In 1947, Elliott played for the Wolverines team known as the "Mad Magicians" that went undefeated and untied, beating the USC Trojans, 49–0, in the 1948 Rose Bowl. The team is considered to be the greatest Michigan team of all time. Along with Bob Chappuis, Elliott was one of the key players in Michigan's undefeated season. He led the Big Nine Conference in scoring, made the All-American team picked by the American Football Coaches Association (AFCA), and was voted Most Valuable Player in the Big Nine, winning the Chicago Tribune Silver Football trophy. Elliott was one of two Michigan players in 1947, along with fullback Jack Weisenburger, who played both offense and defense. Indeed, Elliott was actually a four-way threat as he contributed in rushing, receiving, punt returns, and defense. He scored a total of 12 touchdowns in 1947—eight rushing, two receiving, one on a punt return, and another on an interception return. He contributed 911 all-purpose yardage – 438 rushing, 318 receiving, and 155 on punt returns. He averaged 6.4 yards per carry as a rusher, 19.9 yards per reception, and 17.2 yards per punt return. Michigan head coach Fritz Crisler called Elliott the greatest right halfback he had ever seen.

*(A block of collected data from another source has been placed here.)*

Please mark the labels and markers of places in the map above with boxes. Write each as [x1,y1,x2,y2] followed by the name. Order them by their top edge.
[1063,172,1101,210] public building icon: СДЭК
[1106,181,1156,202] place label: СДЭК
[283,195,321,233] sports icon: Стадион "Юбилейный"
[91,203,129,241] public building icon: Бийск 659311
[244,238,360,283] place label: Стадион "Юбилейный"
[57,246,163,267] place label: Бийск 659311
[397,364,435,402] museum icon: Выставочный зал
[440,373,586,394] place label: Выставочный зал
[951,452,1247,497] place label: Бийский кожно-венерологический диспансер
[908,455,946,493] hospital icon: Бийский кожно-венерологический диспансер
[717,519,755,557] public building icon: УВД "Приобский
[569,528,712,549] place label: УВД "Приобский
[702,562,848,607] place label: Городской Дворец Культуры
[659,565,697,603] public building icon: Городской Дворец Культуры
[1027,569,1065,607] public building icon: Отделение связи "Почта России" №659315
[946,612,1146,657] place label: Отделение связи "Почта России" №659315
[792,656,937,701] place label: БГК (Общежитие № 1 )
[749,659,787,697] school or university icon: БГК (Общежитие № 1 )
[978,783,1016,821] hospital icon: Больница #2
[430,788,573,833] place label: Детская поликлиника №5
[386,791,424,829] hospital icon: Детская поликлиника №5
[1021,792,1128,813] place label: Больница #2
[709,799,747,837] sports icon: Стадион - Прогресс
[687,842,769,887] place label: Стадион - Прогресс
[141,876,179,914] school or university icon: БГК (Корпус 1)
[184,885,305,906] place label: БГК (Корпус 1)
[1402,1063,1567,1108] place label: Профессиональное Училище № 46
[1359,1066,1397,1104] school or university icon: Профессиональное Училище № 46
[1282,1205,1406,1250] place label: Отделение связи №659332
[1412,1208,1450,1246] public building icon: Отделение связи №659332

Elliott had a breakthrough season that began with the team's "Blue" versus "White" exhibition game in mid-September in which he scored four touchdowns, including 50- and 60-yard runs. He scored touchdowns in each of the team's early season wins over Michigan State (55–0), Stanford (49–13), and Pitt (69–0). His touchdown against Pitt came on defense, as he intercepted a pass and ran it back 37 yards. In the Big Nine opener against Northwestern, Elliott scored on a nine-yard run less than two minutes after the game started, as the Wolverines won, 49–21. In Michigan's closest contest of the 1947 season, a 13–6 win over Minnesota, Elliott caught a 40-yard pass from Bob Chappuis on his fingertips at the Minnesota 15-yard line and went on to score with a minute and 15 seconds to go in the first half. Said one reporter: "It was the exceptional speed of Elliott on this play that turned the tide. He completely outmaneuvered the Minnesota secondary."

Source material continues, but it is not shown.